A NEURAL-NETWORK APPROACH TO CLASSIFICATION OF SIDESCAN SONAR IMAGERY FROM A MIDOCEAN RIDGE AREA

A neural-network approach to classification of sidescan-sonar imagery is tested on data from three distinct geoacoustic provinces of a midocean-ridge spreading center: axial valley, ridge flank, and sediment pond. The extraction of representative features from the sidescan imagery is analyzed, and the performance of several commonly used texture measures are compared in terms of classification accuracy using a backpropagation neural network. A suite of experiments compares the effectiveness of different feature vectors, the selection of training patterns, the configuration of the neural network, and two widely used statistical methods: Fisher-pairwise classifier and nearest-mean algorithm with Mahalanobis distance measure.
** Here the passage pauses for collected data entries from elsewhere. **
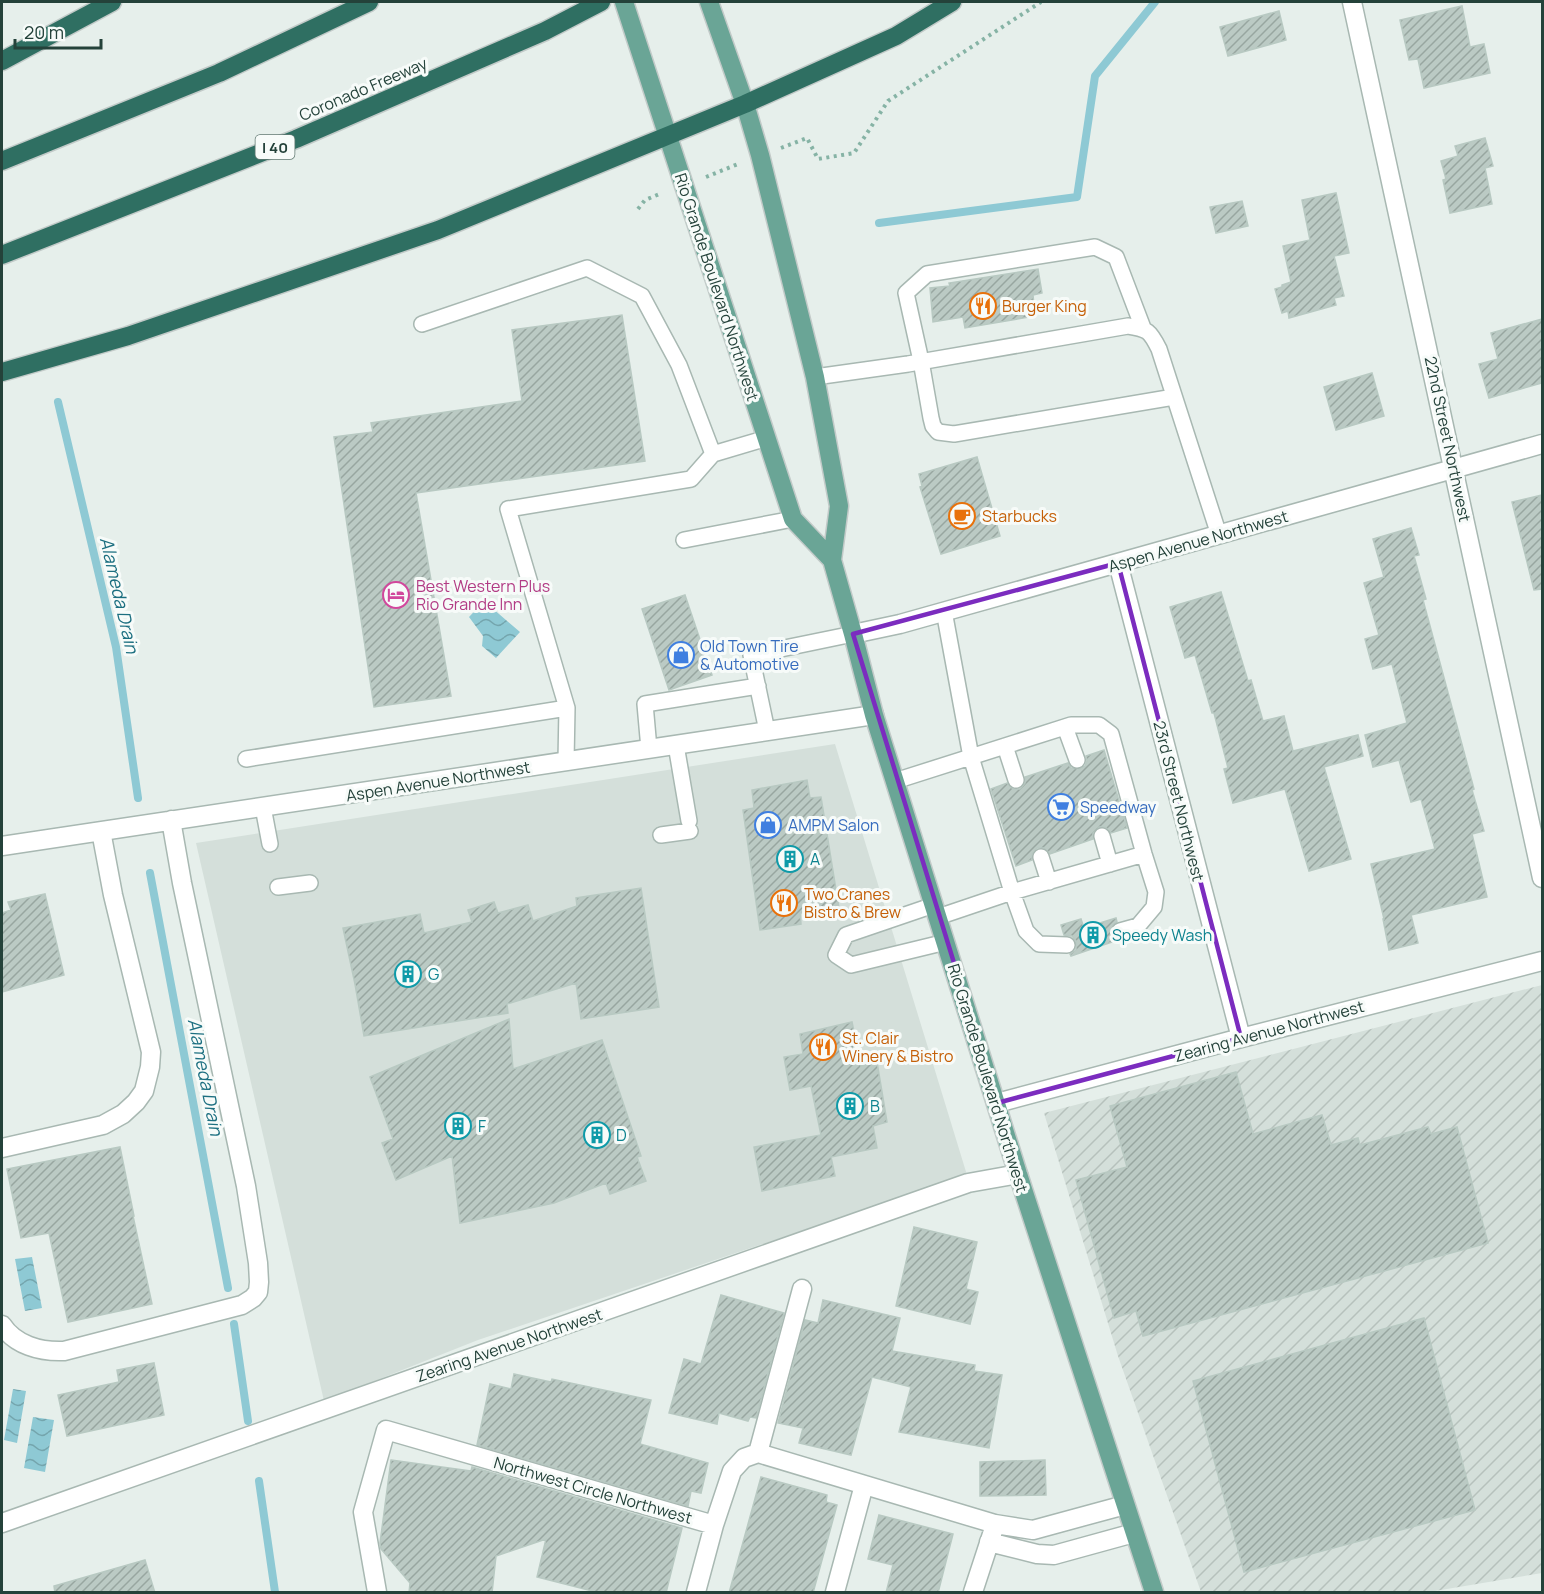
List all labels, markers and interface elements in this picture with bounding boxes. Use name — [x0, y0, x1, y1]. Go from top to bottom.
scale bar — [15, 12, 100, 50]
text: 20 m — [24, 20, 64, 44]
street label: Coronado Freeway — [296, 52, 431, 126]
road number: I 40 — [256, 135, 294, 159]
street label: Rio Grande Boulevard Northwest — [670, 170, 764, 404]
restaurant icon: Burger King — [968, 291, 998, 321]
place label: Burger King — [1002, 295, 1087, 317]
street label: 22nd Street Northwest — [1420, 354, 1476, 524]
cafe icon: Starbucks — [947, 501, 977, 531]
place label: Starbucks — [982, 505, 1057, 527]
street label: Aspen Avenue Northwest — [1106, 505, 1290, 577]
water label: Alameda Drain — [95, 534, 145, 657]
place label: Best Western Plus Rio Grande Inn — [416, 575, 550, 615]
hotel icon: Best Western Plus Rio Grande Inn — [381, 580, 411, 610]
place label: Old Town Tire & Automotive — [700, 635, 799, 675]
shop icon: Old Town Tire & Automotive — [666, 640, 696, 670]
street label: 23rd Street Northwest — [1148, 718, 1210, 884]
street label: Aspen Avenue Northwest — [344, 756, 532, 806]
supermarket icon: Speedway — [1046, 792, 1076, 822]
place label: Speedway — [1080, 796, 1157, 818]
shop icon: AMPM Salon — [753, 810, 783, 840]
place label: AMPM Salon — [788, 814, 879, 836]
building icon: A — [775, 844, 805, 874]
place label: A — [810, 848, 820, 870]
place label: Two Cranes Bistro & Brew — [804, 883, 901, 923]
restaurant icon: Two Cranes Bistro & Brew — [769, 888, 799, 918]
building icon: Speedy Wash — [1078, 920, 1108, 950]
place label: Speedy Wash — [1112, 924, 1212, 946]
building icon: G — [393, 959, 423, 989]
street label: Rio Grande Boulevard Northwest — [943, 961, 1033, 1195]
place label: G — [428, 963, 439, 985]
street label: Zearing Avenue Northwest — [1172, 995, 1366, 1067]
water label: Alameda Drain — [183, 1016, 229, 1139]
place label: St. Clair Winery & Bistro — [842, 1027, 954, 1067]
restaurant icon: St. Clair Winery & Bistro — [808, 1032, 838, 1062]
building icon: B — [835, 1091, 865, 1121]
place label: B — [870, 1095, 880, 1117]
building icon: F — [443, 1111, 473, 1141]
place label: F — [478, 1115, 486, 1137]
building icon: D — [582, 1120, 612, 1150]
place label: D — [616, 1124, 627, 1146]
street label: Zearing Avenue Northwest — [413, 1303, 605, 1387]
street label: Northwest Circle Northwest — [491, 1451, 695, 1529]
The feature vectors compared here comprise spectral estimates, gray-level run length, spatial gray-level dependence matrix, and gray-level differences. The overall accurate classification rates using the best feature set for the three seafloor types are: sediment ponds, 85.9%; ridge flanks, 91.2%; and valleys, 80.1%. While most current approaches are statistical, the significant finding in this study is that high performance for seafloor classification in terms of accuracy and computation can be achieved using a neural network with the proper combination of texture features. These are preliminary results of our program toward the automated segmentation and classification of undersea terrain.